On Thu, Jul 10, 2008 at 12:29:57AM -0400, Bob Rogers wrote:
> From: "Patrick R. Michaud" <[EMAIL PROTECTED]>
> Date: Wed, 9 Jul 2008 18:49:53 -0500
>
> On Wed, Jul 09, 2008 at 04:46:19PM -0400, Bob Rogers wrote:
> > Not true. The compiler always knows when it's compiling a closure. So
> > if, at the point of definition, the emitted code does:
> > foo_closure = newclosure foo_sub
> > set_hll_global 'foo', foo_closure
> > then the compiler doesn't have to treat calls to "foo" specially.
>
> Yes; because I think that is what the code means. Indeed, I think you
> yourself have already suggest that making closures in a loop requires
> newclosure anyway [0]. Or are you saying that this case is different?
I think misread what you originally wrote, not seeing the difference
between 'foo_sub' and the global 'foo'. Sorry about that.
> Shouldn't
> for 1..10 -> $x {
> sub foo() { say $x; }
> push(@foos, \&foo);
> }
> produce the same result as
> for 1..10 -> $x {
> my $foo = sub { say $x; };
> push(@foos, $foo);
> }
> modulo global namespace mangling (and broken Perl 6 syntax)? And if
> not, why not?
Yes, the two examples above would be the effectively the same, but
neither of them are the same as my original.
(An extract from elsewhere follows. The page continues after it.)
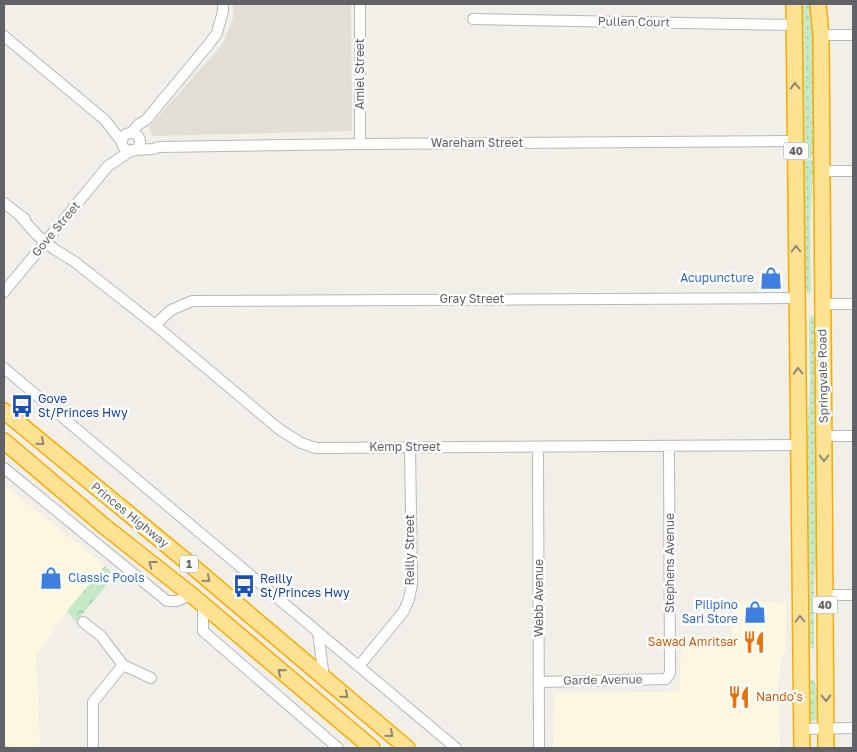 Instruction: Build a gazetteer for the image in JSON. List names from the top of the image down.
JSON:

Perl 6 recognizes
taking a closure at the point where a sub is referenced (used as an rvalue),
so in the first example we would do the newclosure at the &foo
reference inside the push() call, the second example we would do
the newclosure as part of the "my $foo" assignment. But according to
Synopsis 4 [1], if we simply define foo and call it directly
(as opposed to taking a reference), we don't take that snapshot of its
lexical scope. (I'm making the leap that "takes a snapshot" in the
Synopsis means "newclosure" in Parrot.)
> Also, we can't do this exactly at the point of definition, because
> sub calls can lexically occur before the definition of the thing
> they're calling. So it has to be moved higher in the block somehow.
>
> Eh? Can't do what at the point of definition? Do you have an example?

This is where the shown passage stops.